Thank you so much! My problem is solved

siddagra commented 2 years ago

Should probably update requirements.txt to torch=1.1.0

artyommatveev commented 1 month ago

@raisinbl, hi! Please, could you explain to me how you solved this problem? I've already tried to initialize the architecture of the tiny version in the following way: vitstr_tiny = ViTSTR(patch_size=16, embed_dim=192, depth=12, num_heads=3, mlp_ratio=4, qkv_bias=True, in_chans=1) See the original code here: https://github.com/roatienza/deep-text-recognition-benchmark/blob/fb06d18bde4e62e728208ba3274390b8a615418a/modules/vitstr.py#L156-L159

I've also organized the whole preparation process before the evaluation as it's described here: https://github.com/roatienza/deep-text-recognition-benchmark/blob/fb06d18bde4e62e728208ba3274390b8a615418a/test.py#L238-L242

In other words, my setup before the model.eval() call in the infer.py script looks as follows at this point (model is substituted for vitstr_tiny; and model = torch.load("vitstr_tiny_patch16_224.pth")):

  vitstr_tiny = ViTSTR(patch_size=16, embed_dim=192, depth=12, num_heads=3, mlp_ratio=4, qkv_bias=True, in_chans=1)
  new_state_dict = get_state_dict(model)
  vitstr_tiny.load_state_dict(new_state_dict)
  vitstr_tiny.eval() 

However, at first, I'd faced a range of errors related to the key names in the new_state_dict dictionary. Later, I fixed them by changing name = k[7:] to name = k[14:] in the function below: https://github.com/roatienza/deep-text-recognition-benchmark/blob/fb06d18bde4e62e728208ba3274390b8a615418a/test.py#L228-L234

The aim of such an act was to modify the key names of the dictionary in order to process it correctly, according to what the ViTSTR model waits for.

Anyway, I still see errors, but now they are related to size mismatching. My guess is that there's something wrong either with the .pth file for the ViTSTR-Tiny model (vitstr_tiny_patch16_224.pth) or with my setup of hyperparameters in the vitstr_tiny variable. See an example of the error:

RuntimeError: Error(s) in loading state_dict for ViTSTR:
        size mismatch for head.weight: copying a param with shape torch.Size([96, 192]) from checkpoint, the shape in current model is torch.Size([1000, 192]).
        size mismatch for head.bias: copying a param with shape torch.Size([96]) from checkpoint, the shape in current model is torch.Size([1000]).

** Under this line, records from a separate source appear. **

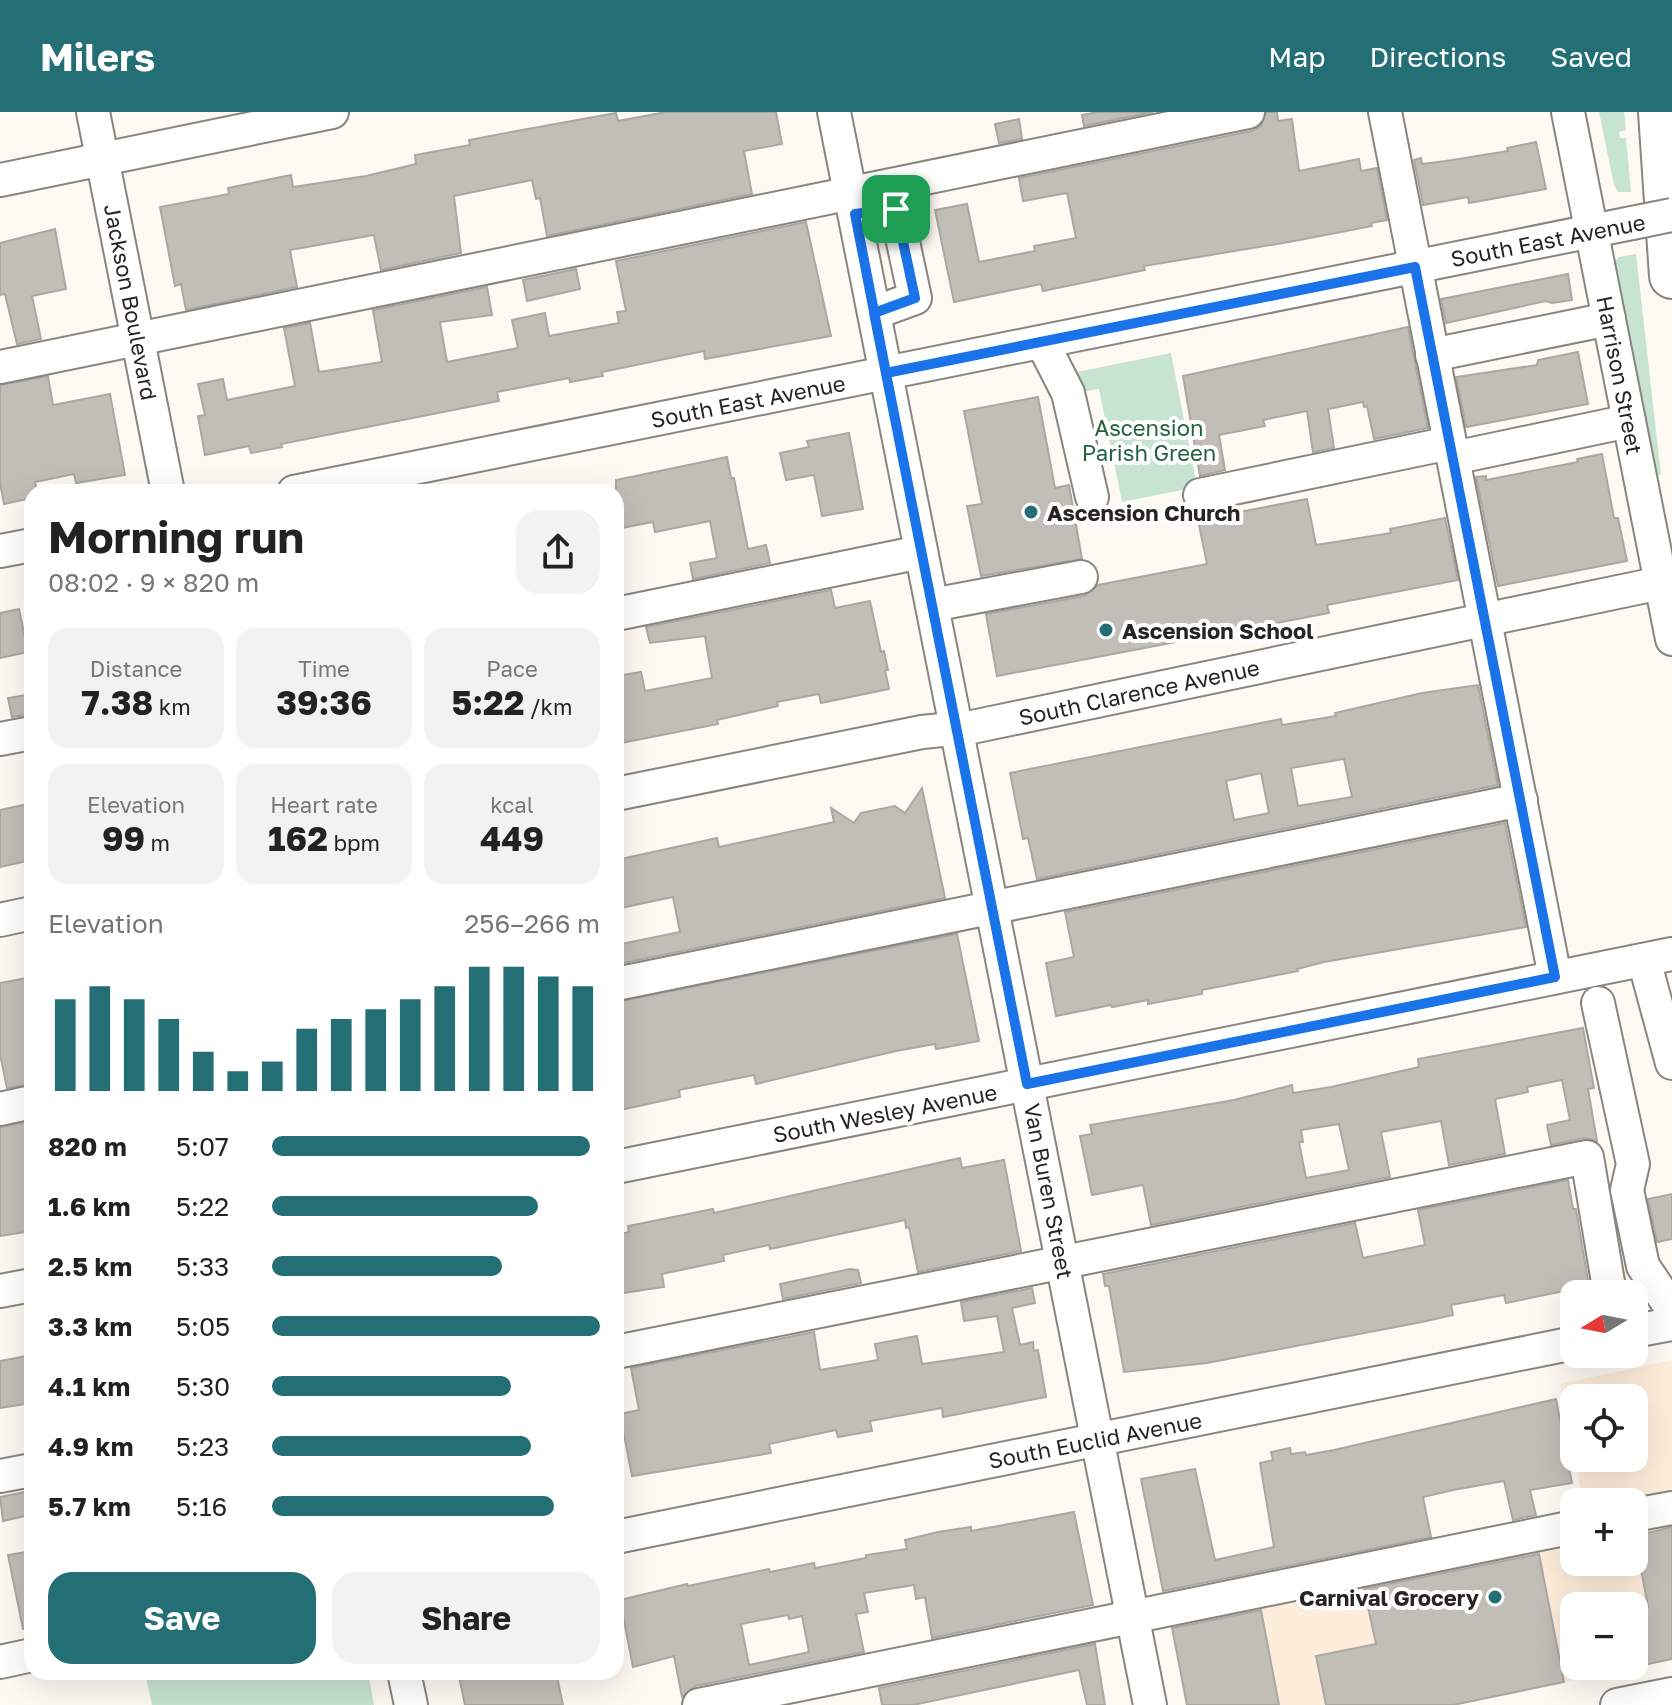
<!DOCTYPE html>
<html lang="en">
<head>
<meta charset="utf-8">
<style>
  body { margin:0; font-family:"Golos Text",sans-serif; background:#f2f2f2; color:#222; height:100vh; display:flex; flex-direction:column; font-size:30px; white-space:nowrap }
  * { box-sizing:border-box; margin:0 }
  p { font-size:26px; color:#767676 }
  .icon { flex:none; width:44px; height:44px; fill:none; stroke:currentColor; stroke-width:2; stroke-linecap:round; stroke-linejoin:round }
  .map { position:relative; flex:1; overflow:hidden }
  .sheet { position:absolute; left:24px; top:372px; width:600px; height:1196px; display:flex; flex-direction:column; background:#fff; border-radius:24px; box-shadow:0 8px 32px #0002 }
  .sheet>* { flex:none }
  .needle { width:52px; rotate:260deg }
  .buttons { position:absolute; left:1560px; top:1168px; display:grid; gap:16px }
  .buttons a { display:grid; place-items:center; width:88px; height:88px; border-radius:16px; background:#fff; box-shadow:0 8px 32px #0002; font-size:40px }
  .pin { position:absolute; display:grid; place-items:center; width:68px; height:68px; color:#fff; margin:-34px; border-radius:16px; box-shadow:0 4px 12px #0006 }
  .round { display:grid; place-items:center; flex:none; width:84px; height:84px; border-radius:24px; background:#f2f2f2 }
  .overview { display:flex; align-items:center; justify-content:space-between; height:136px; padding:0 24px }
  h1 { font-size:44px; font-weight:700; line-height:60px }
  .stats { display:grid; grid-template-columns:repeat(3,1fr); gap:12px; height:136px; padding:8px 24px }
  .stats div { display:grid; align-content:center; border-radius:20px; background:#f2f2f2; text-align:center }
  .stats b { font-size:34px; font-weight:700 }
  .stats small { font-size:22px; font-weight:400 }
  .stats p { font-size:22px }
  .chart { height:224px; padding:16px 24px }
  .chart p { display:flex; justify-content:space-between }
  .chart svg { width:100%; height:144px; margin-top:8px; stroke:#246e76; stroke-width:6 }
  .cta { display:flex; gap:16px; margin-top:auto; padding:16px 24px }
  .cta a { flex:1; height:92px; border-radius:24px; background:#246e76; color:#fff; font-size:32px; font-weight:700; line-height:92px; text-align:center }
  .cta a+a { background:#f2f2f2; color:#222 }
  ul { padding:0 24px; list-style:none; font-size:26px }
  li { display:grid; grid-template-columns:128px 96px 1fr; align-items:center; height:60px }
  li i { height:20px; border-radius:10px; background:#246e76 }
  header { display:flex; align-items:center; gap:48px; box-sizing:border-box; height:112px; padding:0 40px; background:#246e76; color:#fff }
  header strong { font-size:38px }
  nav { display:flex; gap:44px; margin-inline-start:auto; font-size:28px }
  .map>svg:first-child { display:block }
  .commercial { fill:#ffeddc; fill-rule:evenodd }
  .green { fill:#c6e4cf }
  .building { fill:#c1beb7; stroke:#aba8a1; stroke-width:2; fill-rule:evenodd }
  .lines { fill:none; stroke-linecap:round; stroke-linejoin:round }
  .minor-casing { stroke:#89857f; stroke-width:36 }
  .highway-casing { stroke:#89857f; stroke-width:48 }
  .minor { stroke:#fff; stroke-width:32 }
  .highway { stroke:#fff; stroke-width:44 }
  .minor-bridge-casing { stroke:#89857f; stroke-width:36; stroke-linecap:butt }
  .minor-bridge { stroke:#fff; stroke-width:32 }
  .route-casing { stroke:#fff; stroke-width:16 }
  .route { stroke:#1a73e8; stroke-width:10 }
  .poi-dot { fill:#246e76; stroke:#fff; stroke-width:3 }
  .labels { text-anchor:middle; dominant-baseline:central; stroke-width:8; stroke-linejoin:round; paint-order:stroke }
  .street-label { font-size:22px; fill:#262522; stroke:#fff }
  .park-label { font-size:22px; fill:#21623d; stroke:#fff }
  .poi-label { font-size:22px; font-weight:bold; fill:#262522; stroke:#fff; text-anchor:start }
</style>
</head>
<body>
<header>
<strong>Milers</strong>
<nav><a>Map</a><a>Directions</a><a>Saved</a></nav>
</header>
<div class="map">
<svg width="1672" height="1593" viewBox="0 0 1672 1593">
  <rect width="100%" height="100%" fill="#fefaf3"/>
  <path class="commercial" d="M1672,1248V1548L1452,1593H1185L1181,1572L1237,1561L1225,1497L1574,1427V1450H1634V1390H1583L1575,1346H1634V1286H1574V1342L1560,1272ZM1574,1494H1634V1554H1574Z"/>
  <g class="green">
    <path d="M1599,0H1624L1626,18L1619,20L1620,26H1626L1631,80H1618L1614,73Z"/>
    <path d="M1636,142L1661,363L1655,364L1612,153L1619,145Z"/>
    <path d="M1171,241L1197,375L1122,390L1099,277L1075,281L1072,261Z"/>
    <path d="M145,1560H368L374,1593H152Z"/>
  </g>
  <g class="building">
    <path d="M666,0H776L782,32L744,39L752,82L547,124L540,86L536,87L532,68L454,84L461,141L381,158L374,123L290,138L297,175L186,198L181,172L175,174L160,95L229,82L228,76L291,63L293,75L366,64L416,52L415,43L470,33L469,28L511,20L616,1L618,9Z"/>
    <path d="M1098,0H1153L1084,14L1082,3Z"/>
    <path d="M1266,0H1277L1278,9L1292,7L1299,59L1359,47L1361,59L1377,56L1387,108L1371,111L1372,114L1289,130L1144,154L1145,158L1067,174L1043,179L1041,172L954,190L935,98L967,92L979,150L1035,139L1034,134L1076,126L1067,81L1023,89L1019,66L1252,19L1261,14Z"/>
    <path d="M1019,7L1022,27L999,31L995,12Z"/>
    <path d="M1536,30L1546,77L1469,91L1468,85L1423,93L1414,48L1421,46L1422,52L1446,49L1508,39L1507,36Z"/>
    <path d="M806,110L831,224L705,247L704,239L602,260L603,264L570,270L569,266L497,280L499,289L281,332L282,335L251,341L249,334L205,343L198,304L205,303L198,272L223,267L227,288L295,274L284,216L310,211L319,260L382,250L373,198L487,175L492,203L440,210L447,250L518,236L512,208L545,201L549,224L619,211L617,200L626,199L616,149Z"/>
    <path d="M55,117L66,177L32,184L41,227L17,232L5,182L0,183V131Z"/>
    <path d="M576,157L580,177L527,189L523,168Z"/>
    <path d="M1568,162L1572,188L1552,191L1546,189L1446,211L1441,187Z"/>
    <path d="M1408,215L1428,316L1374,327L1367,294L1364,295L1363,290L1328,297L1334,336L1313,340L1307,299L1263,308L1265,314L1219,323L1225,358L1200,364L1183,264Z"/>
    <path d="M1578,240L1588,292L1466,315L1456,265L1537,253L1538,248Z"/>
    <path d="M48,264L53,293L110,282L125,363L76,371L74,362L35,370L37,380H32V386L4,392L0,371V273Z"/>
    <path d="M1038,285L1055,376L1069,373L1082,447L981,464L967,394L982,392L964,299Z"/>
    <path d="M849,321L863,397L822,404L814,363L786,368L780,341L809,335L807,329Z"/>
    <path d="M1602,342L1614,406H1618L1627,449L1498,474L1476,365L1486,364V368L1578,350L1577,347Z"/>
    <path d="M727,345L731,366H734L748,437L766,433L770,451L693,467L690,451L717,446L710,409L655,420L653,410L616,417V368Z"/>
    <path d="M1307,387L1316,433L1391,421L1390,417L1445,406L1458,468L1327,493L1329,501L997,564L986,502L1084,484L1098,473L1207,452L1198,408Z"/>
    <path d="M831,478L835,496L870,489L881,540L884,539L888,558H885L889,577L821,591L819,582L777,590L778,594L717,608L718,612L616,632V564L641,560L645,579L712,566L705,524L650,531L646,515Z"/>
    <path d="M19,497L28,540L0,546V501Z"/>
    <path d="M1478,573L1498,673L1037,767L1028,726L1023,727L1010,661L1281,607L1282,613L1336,604L1335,601L1422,581ZM1344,647L1352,685L1298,694L1291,656ZM1261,661L1269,701L1234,708L1226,669Z"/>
    <path d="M32,582V602L12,605L8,586Z"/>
    <path d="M922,676L945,786L618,852L616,833L680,820L673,785L616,797V748L717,726L719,735L834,710L831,696L854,711L861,701L895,694L905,701Z"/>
    <path d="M32,691V748L0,755V698Z"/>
    <path d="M1505,711L1526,815L1324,850L1297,857L1298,859L1202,878V882L1148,892V888L1112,895L1111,893L1056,904L1046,851L1074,845L1065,800Z"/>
    <path d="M957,822L979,929L936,937L935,932L896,939L756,972L754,963L679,978L680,985L616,999V890Z"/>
    <path d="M32,865V938H29L32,972L7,976L0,942V871Z"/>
    <path d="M1583,916L1594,976L1588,977L1597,1029L1584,1026L1551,1033L1547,1013L1570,1008L1562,968L1527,975L1528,980L1495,987L1505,1042L1449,1053L1441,1009L1381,1020L1390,1065L1151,1113L1143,1073L1092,1083L1080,1024L1092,1022L1090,1013L1234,988L1292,973L1293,981L1331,975L1419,955L1418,947ZM1339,1012L1349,1058L1306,1066L1299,1030H1303L1301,1018Z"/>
    <path d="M32,1009V1119L0,1124V1015Z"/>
    <path d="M960,1046L962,1056L1004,1048L1021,1139L918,1160L909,1115L906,1116L905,1108L770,1137L769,1133L723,1143L724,1149L662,1162L664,1175L616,1182V1123L629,1120L628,1114L713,1097L714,1101Z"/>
    <path d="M1568,1068L1573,1097H1576L1589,1174L1506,1191L1504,1183L1451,1193L1453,1203L1422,1210L1207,1251L1124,1260L1109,1174H1105L1103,1162L1355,1111L1363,1146L1425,1133L1418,1098Z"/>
    <path d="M1672,1082V1127L1657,1130L1648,1087Z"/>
    <path d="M850,1157L858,1158L861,1171L783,1187L780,1172Z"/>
    <path d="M1032,1176L1035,1191L1012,1196L1020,1233L1033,1230L1034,1239L1038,1238L1046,1285L943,1305L942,1296L870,1309L872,1319L838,1325L836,1318L769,1332L771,1341L632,1364L620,1302L639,1298L631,1256L814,1220L820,1258L878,1248L875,1232L917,1224L922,1252L1004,1240L997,1204L964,1209L961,1190Z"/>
    <path d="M32,1243V1291L0,1296V1249Z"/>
    <path d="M1556,1287L1572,1371L1530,1378L1536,1403L1513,1408L1504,1369L1453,1378L1423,1385L1431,1425L1163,1479L1141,1367L1195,1357L1215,1448L1274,1435L1260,1351L1273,1348L1271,1340L1290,1336L1291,1342L1305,1340L1306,1343L1334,1338Z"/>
    <path d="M25,1380L30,1403L3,1409L0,1385Z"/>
    <path d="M1074,1400L1093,1493L932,1526L925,1485L916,1487L914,1473L864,1481L868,1500L856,1502L864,1540L695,1574L682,1585L674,1544L633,1555L620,1488L687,1472L688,1474L769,1457L770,1460L814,1451L815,1456L866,1446V1443L907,1437L905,1428L938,1420L971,1415V1419ZM788,1503L789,1507L802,1504L809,1540L749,1553L741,1512Z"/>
    <path d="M1672,1415V1547L1634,1555V1497L1648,1495L1635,1424Z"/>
    <path d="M32,1439V1516L23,1517L8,1443Z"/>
    <path d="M1539,1442L1564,1570L1453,1593H1326L1316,1544L1376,1532L1364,1477Z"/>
    <path d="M1261,1498L1279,1593H1187L1172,1516Z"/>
    <path d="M1095,1532L1105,1593H1087L1079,1558L913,1593H882L879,1576Z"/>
    <path d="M458,1560H556L563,1593H465Z"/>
  </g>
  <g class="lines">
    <defs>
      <g id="minor">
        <path d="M93,0L168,380"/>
        <path d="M834,0L1150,1593"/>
        <path d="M1385,0L1555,865"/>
        <path d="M1568,0L1672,527"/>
        <path d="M0,68L332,0"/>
        <path d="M855,102L896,97L915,186L874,201"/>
        <path d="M1042,230L1068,281L1092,385"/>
        <path d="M1432,243L1609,207"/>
        <path d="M0,255L1248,0"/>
        <path d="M1453,346L1629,309"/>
        <path d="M294,380L1632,111"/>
        <path d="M1200,383L1450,331"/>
        <path d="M0,439L32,433"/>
        <path d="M932,493L1081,465"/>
        <path d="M616,502L921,440"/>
        <path d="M0,627L32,621"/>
        <path d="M616,682L922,620L972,615L1661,471"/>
        <path d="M0,808L32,801"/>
        <path d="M1644,848L1672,951"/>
        <path d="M616,872L1521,688"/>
        <path d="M1598,891L1633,1052L1627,1078L1643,1154L1672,1197"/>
        <path d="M0,997L32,990"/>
        <path d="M616,1055L1672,842"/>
        <path d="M0,1179L32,1173"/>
        <path d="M1634,1219L1672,1212"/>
        <path d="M616,1240L1587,1045L1610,1182"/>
        <path d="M0,1364L32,1358"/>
        <path d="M1634,1403L1672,1396"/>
        <path d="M616,1425L1574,1231"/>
        <path d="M0,1550L32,1543"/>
        <path d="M404,1560L411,1593"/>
        <path d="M699,1593L1574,1415"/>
        <path d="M1617,1593L1672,1582"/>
      </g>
      <path id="highway" d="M1661,0L1672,164"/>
    </defs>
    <use href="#minor" class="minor-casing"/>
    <use href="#highway" class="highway-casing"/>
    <use href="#minor" class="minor"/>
    <use href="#highway" class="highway"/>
    <defs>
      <path id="minor-bridge" d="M1632,111L1672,103"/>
    </defs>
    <use href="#minor-bridge" class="minor-bridge-casing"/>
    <use href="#minor-bridge" class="minor-bridge"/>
  </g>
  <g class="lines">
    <defs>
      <path id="route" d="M896,97L915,186L874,201L1027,972L1555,865L1415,155L886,261L855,102L896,97"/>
    </defs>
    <use href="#route" class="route-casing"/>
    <use href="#route" class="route"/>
  </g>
  <g class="poi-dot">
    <circle cx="1031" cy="400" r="8"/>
    <circle cx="1106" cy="518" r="8"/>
    <circle cx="1495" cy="1485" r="8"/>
  </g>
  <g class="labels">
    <g class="street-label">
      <text transform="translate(1548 128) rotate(-11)">South East Avenue</text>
      <text transform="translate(131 190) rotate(79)">Jackson Boulevard</text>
      <text transform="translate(1620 263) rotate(79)">Harrison Street</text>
      <text transform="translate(748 289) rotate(-11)">South East Avenue</text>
      <text transform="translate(1139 580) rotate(-12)">South Clarence Avenue</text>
      <text transform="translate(885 1001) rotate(-11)">South Wesley Avenue</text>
      <text transform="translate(1049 1079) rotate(79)">Van Buren Street</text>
      <text transform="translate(1095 1328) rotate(-11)">South Euclid Avenue</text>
    </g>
    <g class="park-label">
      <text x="1149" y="315">Ascension<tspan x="1149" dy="25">Parish Green</tspan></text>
    </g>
    <g class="poi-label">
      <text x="1047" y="400">Ascension Church</text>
      <text x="1122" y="518">Ascension School</text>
      <text x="1479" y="1485" text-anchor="end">Carnival Grocery</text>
    </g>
  </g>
</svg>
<div class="buttons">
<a><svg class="needle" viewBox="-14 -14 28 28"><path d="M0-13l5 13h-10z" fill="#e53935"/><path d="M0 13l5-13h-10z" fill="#767676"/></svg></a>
<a><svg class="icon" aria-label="locate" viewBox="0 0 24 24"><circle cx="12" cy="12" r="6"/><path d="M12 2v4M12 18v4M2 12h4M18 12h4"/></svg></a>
<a>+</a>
<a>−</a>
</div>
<div class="pin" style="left:896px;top:97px;background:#1e9e55"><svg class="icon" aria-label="arrive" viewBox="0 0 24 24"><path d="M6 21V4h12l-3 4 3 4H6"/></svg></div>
<section class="sheet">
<div class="overview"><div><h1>Morning run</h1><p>08:02 · 9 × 820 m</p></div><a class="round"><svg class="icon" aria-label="share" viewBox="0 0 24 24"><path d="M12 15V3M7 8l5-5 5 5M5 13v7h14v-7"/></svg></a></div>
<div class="stats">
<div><p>Distance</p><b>7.38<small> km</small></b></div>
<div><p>Time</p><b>39:36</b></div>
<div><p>Pace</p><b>5:22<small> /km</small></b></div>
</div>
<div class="stats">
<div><p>Elevation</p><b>99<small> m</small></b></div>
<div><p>Heart rate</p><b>162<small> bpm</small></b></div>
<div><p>kcal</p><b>449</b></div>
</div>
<div class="chart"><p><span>Elevation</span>256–266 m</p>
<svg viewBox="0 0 160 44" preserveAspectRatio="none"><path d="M5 44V16M15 44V12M25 44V16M35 44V22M45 44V32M55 44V38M65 44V35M75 44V25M85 44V22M95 44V19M105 44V16M115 44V12M125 44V6M135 44V6M145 44V9M155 44V12"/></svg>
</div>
<ul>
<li><b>820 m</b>5:07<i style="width:97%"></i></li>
<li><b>1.6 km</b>5:22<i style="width:81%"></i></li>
<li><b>2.5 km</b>5:33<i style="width:70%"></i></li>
<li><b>3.3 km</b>5:05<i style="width:100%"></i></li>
<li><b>4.1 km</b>5:30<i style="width:73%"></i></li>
<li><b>4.9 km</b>5:23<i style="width:79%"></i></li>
<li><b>5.7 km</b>5:16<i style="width:86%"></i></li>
</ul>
<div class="cta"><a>Save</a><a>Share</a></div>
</section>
</div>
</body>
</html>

Interestingly, I've noticed that I didn't manage to run the inference neither of pretrained models that have the .pth extension (in our case, it turns out that they are representatives of the collections.OrderedDict class). But a few remaining models with the .pt extension run successfully without any modification in infer.py. Needless to say, I've set up my environment according to the requirements.txt file.

@roatienza, I hope you're doing great! I would really appreciate it if you could look into the aforementioned issues and elaborate on them a little bit as well. Another surprising thing I've seen was that there are no implementations of ViTSTR-Tiny in OCR-related frameworks such as docTR, for example. I bet the reason might be the difficulty of this model reproducibility.

artyommatveev commented 1 month ago

Okay, I just looked at the README.md file and a few other closed issues more thoroughly, and, if I got it correctly, pretrained models with the .pth extension are not suitable for the infer.py script. Put differently, one should use test.py so as to run models with such an extension; the infer.py script is only for .pt models, so to speak. I'm going to check it out a bit later and get back with some feedback right away.

artyommatveev commented 1 month ago

Yeah, everything works correctly using the prompt from here. So, the conclusion is that if you want to run the inference of a pretrained model that has the .pth file extension, you should use the test.py script in order to do that.

minhduc01168 commented 1 week ago

@artyommatveev Have you written the predict code for the .pth model yet? Can you give me a reference to it? Thank you.